The kids are back in school, but Wendell, I am not content.  I am committed to taking Girlfriend to swimming lessons two mornings a week for the next…however many weeks.  I don’t remember.  Four, maybe?  Could it be as long as six?  I hope not.  It shouldn’t be horrible.  I won’t have any other kids around cramping my style.  That has historically been the big pain in the you-know-what when it comes to swimming lessons–having to contain the non-swimming children for the half-hour that seems like half your life while the swimming children are learning to swim.  And now there won’t be any non-swimming children to deal with, so this should be a piece of cake, shouldn’t it?  My mind knows not to dread it, but someone forgot to tell my subconscious mind, which has come to associate “swimming lessons” with “living nightmare,” and so I just cannot stop dreading it, no matter how hard I try.  The mind is a powerful thing, but the subconscious mind is the One To Rule Them All.

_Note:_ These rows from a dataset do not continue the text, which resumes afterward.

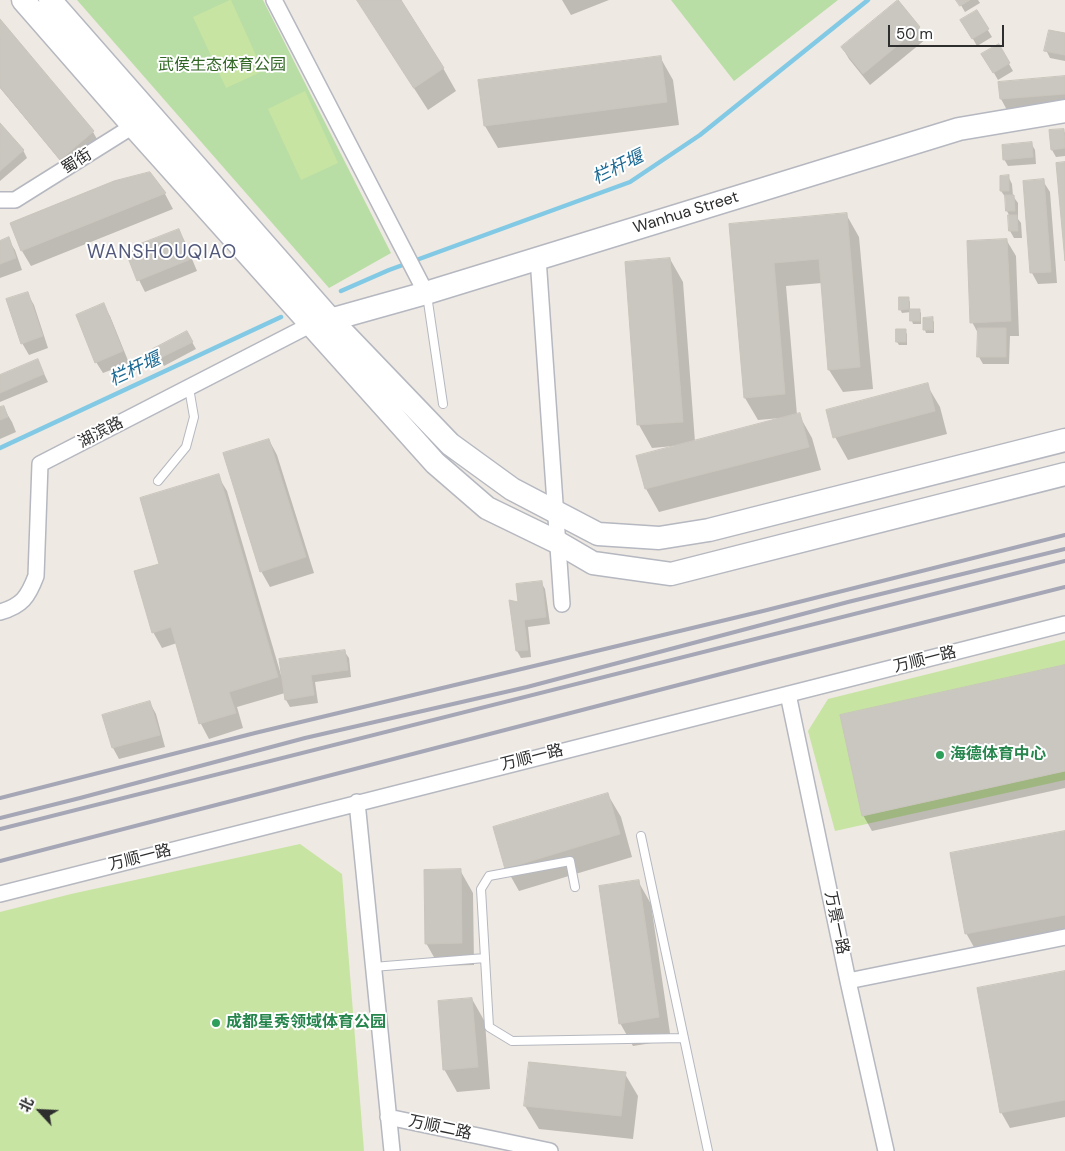 <!DOCTYPE html>
<meta charset="utf-8">
<style>
body{margin:0}
#map{position:relative;width:1065px;height:1151px;overflow:hidden;background:#eee9e2;font-family:"DM Sans","Noto Sans SC",sans-serif}
canvas{display:block}
.north{position:absolute;left:15px;top:1086px;width:50px;height:50px;-webkit-text-stroke:4px #fff;paint-order:stroke;rotate:295deg;font-size:14px;font-weight:700;line-height:20px;text-align:center;color:#2e2e2e}
.north::after{content:'';display:block;margin:auto;width:18px;height:22px;background:#2e2e2e;clip-path:polygon(50% 0,100% 100%,50% 72%,0 100%)}
.scale{position:absolute;left:888px;top:25px;width:116px;height:22px;box-sizing:border-box;border:2px solid #2e2e2e;border-top:0;padding-left:6px;font-size:15px;line-height:18px;white-space:nowrap;color:#2e2e2e;-webkit-text-stroke:4px #fff;paint-order:stroke}
</style>
<div id="map">
<canvas width="1065" height="1151"></canvas>
<div class="north">北</div>
<div class="scale">50 m</div>
</div>
<script>
const c = document.querySelector('canvas').getContext('2d');
c.lineJoin = 'round';
function paint(path, color) { c.fillStyle = color; c.fill(path, 'evenodd'); }
function trace(path, color, width, dash) { c.strokeStyle = color; c.lineWidth = width; c.lineCap = dash ? 'butt' : 'round'; c.setLineDash(dash || []); c.stroke(path); }
function drawText(font, color, halo, rows, align = 'center') {
  c.font = font + ' "DM Sans","Noto Sans SC",sans-serif'; c.lineWidth = 4; c.setLineDash([]); c.textBaseline = 'middle'; c.strokeStyle = halo; c.fillStyle = color; for (const [text, x, y, turn = 0] of rows) {
    c.save(); c.translate(x, y); c.rotate((+turn || 0) * Math.PI / 180); c.textAlign = isNaN(turn) ? turn : align; if (halo) c.strokeText(text, 0, 0); c.fillText(text, 0, 0); c.restore();
  }
}
paint(new Path2D(`
 M77,0H263L391,253L329,288Z
 M671,0H838L734,81Z`), '#b8dea5');
paint(new Path2D(`
 M230,0H231L263,71L226,88L193,17Z
 M305,91L338,163L301,180L268,109Z
 M1065,640V780L835,831L808,731L828,699Z
 M300,844L342,874L364,1151H0V912L71,894Z`), '#c7e4a2');
paint(new Path2D(`
 M357,0H399L443,68L456,91L428,110Z
 M562,0H609L571,15Z
 M958,0H978L980,3L965,12Z
 M977,12L992,37L977,46L962,20Z
 M0,21L93,132L97,139L65,166L0,88Z
 M919,28L926,39L870,85L849,59L842,47Z
 M1065,34V61L1050,58L1046,50Z
 M998,45L1013,71L998,80L983,54Z
 M660,57L673,80L679,125L498,148L485,126Z
 M1065,77V105L1007,110L1001,99L999,83Z
 M0,124L23,150L27,158L0,181Z
 M1063,130L1065,133V156L1056,157L1052,150Z
 M1031,143L1035,150L1036,164L1008,166L1004,159Z
 M150,174L165,194L173,209L31,266L22,251L11,224Z
 M1008,176L1012,184L1013,196L1018,203V219L1021,223L1022,238H1014L1010,231L1009,215L1007,211L1006,198L1001,191V177Z
 M1043,181L1050,192L1057,283L1038,284L1032,273L1025,182Z
 M846,214L859,237L873,389L843,392L829,370L822,283L786,286L797,415H799L812,438L821,470L659,512L646,489L638,457L674,447V446L652,448L639,425L626,263L670,259L683,282L695,442L781,418L758,420L745,398L730,225Z
 M179,230L185,242L197,271L145,292L139,280L127,251Z
 M8,239L15,250L22,270L0,278V242Z
 M1007,241L1016,256L1019,336H1010L1009,364H983L979,357V335L972,322Z
 M27,293L34,305L48,348L29,355L22,343Z
 M908,298L910,302V310H919L921,313V324H913L912,321L911,312L902,313L900,309Z
 M103,305L110,316L129,363L103,373L96,362Z
 M932,319L934,322V333H926L925,330Z
 M905,331L907,334V345H899L897,342Z
 M187,333L196,349L164,366L155,349Z
 M38,361L48,382L0,402V376Z
 M927,385L940,407L947,434L848,460L835,437Z
 M3,407L12,422L16,432L0,439V409Z
 M269,440L277,455L314,573L270,587L261,571Z
 M218,476L227,491L281,675L344,651L349,658L351,677L315,682L318,703L290,707L286,700L285,693L237,707L243,728L209,739L201,724L177,643L162,648L153,632L161,565Z
 M541,582L545,589L550,624L528,627L531,657L521,658L517,651L510,602L519,604Z
 M1065,666V788L872,831L863,815Z
 M150,703L156,714L165,747L119,759L113,748L104,716Z
 M608,795L621,817L632,857L519,891L506,868Z
 M1065,832V931L975,949L966,933Z
 M460,870L473,893L474,965L439,966L426,943Z
 M638,881L651,904L671,1040L633,1046L620,1023Z
 M1065,973V1117L1010,1128L1001,1112Z
 M472,999L485,1022L490,1089L457,1092L444,1069Z
 M625,1074L638,1096L633,1139L539,1129L525,1106Z`), '#0003');
trace(new Path2D(`
 M341,291L389,270L630,182L700,135L868,0
 M0,448L281,317`), '#81c9e4', 4.5);
const building = new Path2D(`
 M357,0H401L444,68L414,88Z
 M898,0L920,27L863,74L841,47Z
 M956,0H970L960,6Z
 M977,10L989,29L972,39L960,20Z
 M0,19L94,131L60,160L0,87Z
 M1049,30L1065,33V55L1044,51Z
 M999,44L1010,63L993,73L981,54Z
 M661,56L667,102L484,126L478,80Z
 M1065,76V94L1000,99L998,82Z
 M0,123L24,150L0,171Z
 M1064,129L1065,148L1051,150L1049,130Z
 M1032,142L1033,157L1003,160L1002,145Z
 M1065,162V261L1056,163Z
 M150,172L166,193L21,251L10,223L114,181Z
 M1009,175V191H1000V176Z
 M1044,179L1051,272L1030,273L1023,181Z
 M1005,195H1014L1015,211H1006Z
 M847,213L860,367L828,370L819,259L774,263L785,394L744,398L729,224Z
 M1008,215H1017L1018,231H1009Z
 M179,229L191,259L137,281L125,250Z
 M9,237L16,258L0,264V241Z
 M1007,239L1011,321L970,323L967,241Z
 M670,258L683,422L637,425L625,262Z
 M28,292L43,336L21,344L6,299Z
 M899,297H909V309L899,310Z
 M104,303L123,351L95,363L76,315Z
 M910,309H920V321H910Z
 M933,317V330H923V318Z
 M978,328H1006V357H977Z
 M896,329H906V342H896Z
 M187,331L193,342L158,359L153,349Z
 M38,359L44,374L0,393V375Z
 M928,383L935,411L833,438L826,410Z
 M4,406L8,417L0,420V407Z
 M800,413L809,447L645,489L636,456Z
 M269,439L306,557L260,572L223,453Z
 M219,474L278,677L229,692L236,713L199,724L171,627L152,633L134,571L159,564L140,498Z
 M542,581L546,617L524,620L528,650L516,651L509,600L518,602L516,584Z
 M345,650L348,670L311,675L314,695L285,700L279,659Z
 M1065,665V771L862,816L840,715Z
 M150,701L160,735L112,748L102,715Z
 M608,793L620,834L505,869L493,827Z
 M1065,831V915L965,934L950,853Z
 M461,869L462,943L425,944L424,870Z
 M639,880L659,1017L619,1024L599,886Z
 M1065,971V1100L1000,1113L977,988Z
 M472,998L478,1067L443,1070L438,1001Z
 M529,1062L626,1072L621,1116L524,1106Z`);
paint(building, '#cac7c0');
trace(building, '#c9c5bc', 1);
const lane = new Path2D(`
 M427,295L443,404
 M158,481L186,447L194,417L189,388
 M641,836L708,1151
 M575,887L570,861L489,876L481,889L489,1027L512,1041L684,1038
 M373,967L485,958`);
const street = new Path2D(`
 M274,0L426,293
 M0,200H15L141,121
 M538,258L562,604
 M0,612C22,606 28,597 36,576L40,464L310,325
 M788,694L848,981L886,1151
 M357,802L392,1151
 M0,894L1065,624
 M848,981L1065,937
 M388,1117L550,1151`);
const secondary = new Path2D(`
 M23,0L134,127L435,463L487,508L557,542L593,563L671,574L1065,474
 M50,0L331,320L450,444L512,489L598,534L659,538L709,530L1065,440
 M319,323L426,293L959,129L1065,111`);
trace(lane, '#b5b8c0', 10);
trace(street, '#b5b8c0', 18);
trace(secondary, '#b5b8c0', 25);
trace(lane, '#fff', 8);
trace(street, '#fff', 15);
trace(secondary, '#fff', 22);
trace(new Path2D(`
 M0,798L255,733L763,611L1065,535
 M0,818L80,798L305,738L527,687L848,602L1065,549
 M0,829L1065,561
 M0,861L767,662L1065,587`), '#a5a7b6', 4);
for (const [x, y, r, color] of [
 [940,755,5,"#2e9e5b"],
 [216,1023,5,"#2e9e5b"]
]) { const dot = new Path2D(); dot.arc(x, y, r, 0, 2 * Math.PI); c.fillStyle = color; c.fill(dot); trace(dot, '#fff', 2); }
drawText('16px', '#306623', '#fff', [
 ["武侯生态体育公园",222,66]
]);
drawText('16px', '#2e2e2e', '#fff', [
 ["蜀街",77,162,-32],
 ["Wanhua Street",686,213,-17],
 ["湖滨路",101,433,-27],
 ["万顺一路",925,660,-14],
 ["万顺一路",532,758,-14],
 ["万顺一路",140,858,-14],
 ["万景一路",836,923,78],
 ["万顺二路",440,1128,12]
]);
drawText('bold 16px', '#27864d', '#fff', [
 ["海德体育中心",950,755],
 ["成都星秀领域体育公园",226,1023]
], 'left');
drawText('italic 18px', '#1b6a94', '#fff', [
 ["栏杆堰",618,168,-26],
 ["栏杆堰",135,370,-25]
]);
c.letterSpacing = '1px';
drawText('19px', '#52597b', '#fff', [
 ["WANSHOUQIAO",162,253]
]);
c.letterSpacing = '0px';
</script>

And before you ask, yes, swimming lessons are a thing people usually do in the summer, if they’re not married to someone who realizes during the summer that his five-year-old is totally ready to take swimming lessons but it’s too late to sign up for summer swimming lessons and so it becomes very important that his five-year-old take swimming lessons in the fall, before her readiness to take swimming lessons completely disappears.  Besides, I need something to get me out of the house.  (Or so I understand.)

I just don’t like having my life scheduled for me.  I mean, this is why I quit working in the first place, because I was tired of being hassled by the Man.  Oh, wait, that’s not why I quit working.  I quit working so I could be there for my kids and do things like take them to swimming lessons.  But nobody told me I’d be taking them in September and October!  I was misled!  But it’s too late to do anything about it now.

So I think I may have told you this already, back in May, but my tap instructor decided to retire from teaching tap at the rec center so that she could pursue other opportunities.  One can’t blame her.  Teaching at the rec center is a thankless proposition, financially speaking, and she’s a talented woman in her prime who should be pursuing the opportunities she would like to pursue.  The only problem is that now I have nowhere to take tap classes.  Well, that’s not entirely true.  There is a school of dance on the other side (the FAR other side) of Portland that has a tap class for teens and adults every Tuesday during rush hour traffic.  This would, of course, be totally convenient if it weren’t for the fact that I am already committed every other Tuesday to tearing out my hair and deciding I have no reason to live, in preparation for the housekeepers coming on Wednesday.  I know, I know–why don’t I just move the day the housekeepers come and tear out my hair and lose my will to live on a different night?  Because I fear change, ladies and gentlemen.  I don’t like to trade the hell I know for some as-yet-unknown hell.  It makes me very, very nervous.

There is a group of Mormon ladies who clog every Monday morning, or at least that’s what I’ve heard.  They are on this side of Portland–the NEAR side–which is an advantage.  Clogging is not tapping, of course.  It’s similar, but not the same.  I guess I am just in denial about the fact that I will have to make some choices here.  Continue tapping, which will involve a great deal more money and driving and hair-tearing-out management, or take up clogging, which is not the same as tap dancing, but may be close enough for horseshoes.  So to speak.  I don’t imagine one can clog in horse shoes literally or anything like that, but since I know jack crap about clogging, maybe I shouldn’t shoot my mouth off until I’ve had a few lessons.  Obviously, I could also choose to do both, but that would be like some…crazy super-choice or something.  I think I should probably pace myself.

I should also probably go to bed because I’m tired now.  I’ll save my whining about how I don’t have any friends for tomorrow.